All lines before the one containing "function fillPath(path, color)", plus that line itself, are to be printed exactly as they appear below.

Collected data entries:
+ + +

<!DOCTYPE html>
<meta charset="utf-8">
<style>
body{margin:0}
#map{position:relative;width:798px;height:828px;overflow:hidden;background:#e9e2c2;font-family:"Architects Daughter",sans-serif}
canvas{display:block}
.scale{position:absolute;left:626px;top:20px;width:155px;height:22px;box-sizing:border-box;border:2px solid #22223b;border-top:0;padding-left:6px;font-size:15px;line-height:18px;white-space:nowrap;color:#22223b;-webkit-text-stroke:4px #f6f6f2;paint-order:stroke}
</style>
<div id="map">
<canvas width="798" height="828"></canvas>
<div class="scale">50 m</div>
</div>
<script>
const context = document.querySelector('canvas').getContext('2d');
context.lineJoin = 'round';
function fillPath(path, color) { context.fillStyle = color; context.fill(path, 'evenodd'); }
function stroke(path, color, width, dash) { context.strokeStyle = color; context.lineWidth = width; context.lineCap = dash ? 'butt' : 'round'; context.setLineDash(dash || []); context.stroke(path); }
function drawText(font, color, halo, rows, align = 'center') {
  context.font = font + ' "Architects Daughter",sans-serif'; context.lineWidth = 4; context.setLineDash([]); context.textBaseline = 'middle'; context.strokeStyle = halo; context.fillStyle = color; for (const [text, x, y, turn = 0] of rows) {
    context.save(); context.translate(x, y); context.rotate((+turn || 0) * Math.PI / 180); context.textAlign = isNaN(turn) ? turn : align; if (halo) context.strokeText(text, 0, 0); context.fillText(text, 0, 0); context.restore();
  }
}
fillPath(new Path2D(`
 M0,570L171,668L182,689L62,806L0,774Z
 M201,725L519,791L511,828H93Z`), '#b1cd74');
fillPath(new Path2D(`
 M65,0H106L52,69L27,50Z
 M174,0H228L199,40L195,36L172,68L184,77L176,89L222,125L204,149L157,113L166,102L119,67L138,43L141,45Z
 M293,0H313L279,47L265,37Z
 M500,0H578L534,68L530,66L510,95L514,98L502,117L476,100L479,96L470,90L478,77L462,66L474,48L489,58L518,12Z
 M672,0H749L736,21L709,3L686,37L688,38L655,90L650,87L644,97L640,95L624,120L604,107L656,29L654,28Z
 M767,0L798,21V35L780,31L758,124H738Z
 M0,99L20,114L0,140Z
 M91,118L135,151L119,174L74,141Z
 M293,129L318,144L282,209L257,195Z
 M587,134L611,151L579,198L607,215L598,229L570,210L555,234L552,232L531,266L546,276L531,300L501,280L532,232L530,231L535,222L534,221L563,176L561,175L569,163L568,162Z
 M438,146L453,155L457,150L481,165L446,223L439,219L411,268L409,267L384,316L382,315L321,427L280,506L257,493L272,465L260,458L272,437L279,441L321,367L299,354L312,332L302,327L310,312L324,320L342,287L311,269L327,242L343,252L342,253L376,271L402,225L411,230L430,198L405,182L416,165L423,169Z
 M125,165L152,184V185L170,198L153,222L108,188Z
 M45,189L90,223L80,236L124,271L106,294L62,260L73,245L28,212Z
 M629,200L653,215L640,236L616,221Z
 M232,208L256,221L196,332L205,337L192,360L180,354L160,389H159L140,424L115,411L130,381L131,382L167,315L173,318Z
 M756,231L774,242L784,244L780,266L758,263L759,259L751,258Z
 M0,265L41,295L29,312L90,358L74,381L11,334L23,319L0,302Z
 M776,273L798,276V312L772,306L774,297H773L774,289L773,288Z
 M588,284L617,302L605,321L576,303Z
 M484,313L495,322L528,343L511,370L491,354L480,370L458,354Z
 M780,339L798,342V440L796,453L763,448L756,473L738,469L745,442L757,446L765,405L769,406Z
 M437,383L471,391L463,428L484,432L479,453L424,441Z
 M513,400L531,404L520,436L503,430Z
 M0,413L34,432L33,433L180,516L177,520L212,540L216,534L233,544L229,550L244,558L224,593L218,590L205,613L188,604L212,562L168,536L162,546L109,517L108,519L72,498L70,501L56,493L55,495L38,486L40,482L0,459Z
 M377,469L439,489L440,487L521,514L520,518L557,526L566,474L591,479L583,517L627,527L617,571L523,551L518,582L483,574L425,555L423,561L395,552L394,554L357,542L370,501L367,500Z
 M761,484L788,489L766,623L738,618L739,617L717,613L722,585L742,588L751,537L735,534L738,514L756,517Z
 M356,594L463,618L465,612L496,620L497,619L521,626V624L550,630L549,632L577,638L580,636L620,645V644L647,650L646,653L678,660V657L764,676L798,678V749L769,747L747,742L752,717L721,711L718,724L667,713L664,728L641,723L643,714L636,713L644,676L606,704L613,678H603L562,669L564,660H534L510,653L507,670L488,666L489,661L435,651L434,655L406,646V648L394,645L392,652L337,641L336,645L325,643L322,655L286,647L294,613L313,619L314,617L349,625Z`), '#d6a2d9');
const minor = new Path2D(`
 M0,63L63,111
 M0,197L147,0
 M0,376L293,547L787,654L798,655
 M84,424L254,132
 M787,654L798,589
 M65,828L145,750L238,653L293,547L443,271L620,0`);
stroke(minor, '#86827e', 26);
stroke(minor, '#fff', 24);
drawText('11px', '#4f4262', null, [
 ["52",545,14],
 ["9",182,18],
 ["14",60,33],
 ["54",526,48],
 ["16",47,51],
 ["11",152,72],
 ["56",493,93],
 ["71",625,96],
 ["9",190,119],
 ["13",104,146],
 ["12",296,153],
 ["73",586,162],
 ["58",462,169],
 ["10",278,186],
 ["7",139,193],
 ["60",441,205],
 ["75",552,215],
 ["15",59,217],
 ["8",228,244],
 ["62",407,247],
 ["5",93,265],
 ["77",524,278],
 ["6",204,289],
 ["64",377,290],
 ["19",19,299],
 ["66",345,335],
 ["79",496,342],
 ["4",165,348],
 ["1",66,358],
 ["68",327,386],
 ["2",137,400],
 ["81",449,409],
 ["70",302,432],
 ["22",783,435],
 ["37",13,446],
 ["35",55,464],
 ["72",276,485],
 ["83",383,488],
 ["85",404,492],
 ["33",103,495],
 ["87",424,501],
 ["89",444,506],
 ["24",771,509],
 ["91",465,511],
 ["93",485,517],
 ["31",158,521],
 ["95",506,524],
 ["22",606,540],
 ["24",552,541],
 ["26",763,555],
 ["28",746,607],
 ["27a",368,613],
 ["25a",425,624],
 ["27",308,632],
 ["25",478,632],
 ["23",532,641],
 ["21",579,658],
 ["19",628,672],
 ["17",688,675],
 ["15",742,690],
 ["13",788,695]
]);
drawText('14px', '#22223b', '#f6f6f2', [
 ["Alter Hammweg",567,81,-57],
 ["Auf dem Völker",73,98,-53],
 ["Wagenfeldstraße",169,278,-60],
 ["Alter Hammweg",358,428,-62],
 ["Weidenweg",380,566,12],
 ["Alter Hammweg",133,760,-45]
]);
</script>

+ + +

Task response →
<!DOCTYPE html>
<meta charset="utf-8">
<style>
body{margin:0}
#map{position:relative;width:798px;height:828px;overflow:hidden;background:#e9e2c2;font-family:"Architects Daughter",sans-serif}
canvas{display:block}
.scale{position:absolute;left:626px;top:20px;width:155px;height:22px;box-sizing:border-box;border:2px solid #22223b;border-top:0;padding-left:6px;font-size:15px;line-height:18px;white-space:nowrap;color:#22223b;-webkit-text-stroke:4px #f6f6f2;paint-order:stroke}
</style>
<div id="map">
<canvas width="798" height="828"></canvas>
<div class="scale">50 m</div>
</div>
<script>
const context = document.querySelector('canvas').getContext('2d');
context.lineJoin = 'round';
function fillPath(path, color) { context.fillStyle = color; context.fill(path, 'evenodd'); }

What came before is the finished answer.